Trois récentes défaillances d’entreprises américaines ont secoué le marché du crédit privé, suscitant un vent d’inquiétude chez les investisseurs. Pourtant, ces incidents — pour la plupart liés à des prêts bancaires syndiqués ou à des fraudes — ne reflètent pas la santé du véritable marché du private credit, dont les fondamentaux demeurent solides.
Des défauts spectaculaires mais atypiques
Les faillites successives de Tricolor, First Brands et d’un conglomérat de télécommunications contrôlé par Bankim Brahmbhatt ont fait perdre plus de 1,3 milliard de dollars à des acteurs de premier plan, dont J.P. Morgan, UBS, Jefferies et BlackRock.
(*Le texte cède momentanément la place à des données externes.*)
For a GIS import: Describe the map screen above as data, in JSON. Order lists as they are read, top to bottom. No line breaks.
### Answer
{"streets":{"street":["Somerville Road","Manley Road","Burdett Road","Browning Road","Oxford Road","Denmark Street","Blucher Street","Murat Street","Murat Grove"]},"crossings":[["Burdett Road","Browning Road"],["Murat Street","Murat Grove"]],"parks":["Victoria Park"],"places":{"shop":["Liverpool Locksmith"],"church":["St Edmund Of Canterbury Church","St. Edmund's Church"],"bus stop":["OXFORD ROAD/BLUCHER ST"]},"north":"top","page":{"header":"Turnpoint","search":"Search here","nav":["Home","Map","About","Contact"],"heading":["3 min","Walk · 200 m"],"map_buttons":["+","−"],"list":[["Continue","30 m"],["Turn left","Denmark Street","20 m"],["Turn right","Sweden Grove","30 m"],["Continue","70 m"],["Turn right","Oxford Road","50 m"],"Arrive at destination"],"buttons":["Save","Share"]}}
Dans le détail, Tricolor, un concessionnaire automobile spécialisé dans les prêts aux immigrés sans historique de crédit, a entraîné 170 millions de dollars de pertes pour ses principaux créanciers. First Brands, fabricant de pièces automobiles lourdement endetté, a exposé UBS et Jefferies à des pertes respectives de 500 et 715 millions de dollars. Quant au dossier BlackRock, il s’avère particulièrement sensible : l’entreprise a découvert que les créances clients servant de garantie à ses prêts étaient falsifiées.
À première vue, ces épisodes pourraient faire penser à un risque systémique, comme celui observé sur le marché des prêts à effet de levier avant la crise de 2008. Pourtant, plusieurs éléments invitent à relativiser. Ces dettes ne relèvent pas, dans la plupart des cas, du crédit privé au sens strict, mais du marché bancaire syndiqué, un univers parallèle, plus exposé à la titrisation et à la liquidité boursière.
Un marché structuré et plus sélectif
Le crédit privé, ou private credit, désigne les prêts consentis directement à des entreprises non cotées par des fonds spécialisés, sans passer par les marchés publics. Il s’agit le plus souvent de dette senior sécurisée, bénéficiant de garanties solides et d’un dialogue direct entre prêteur et emprunteur.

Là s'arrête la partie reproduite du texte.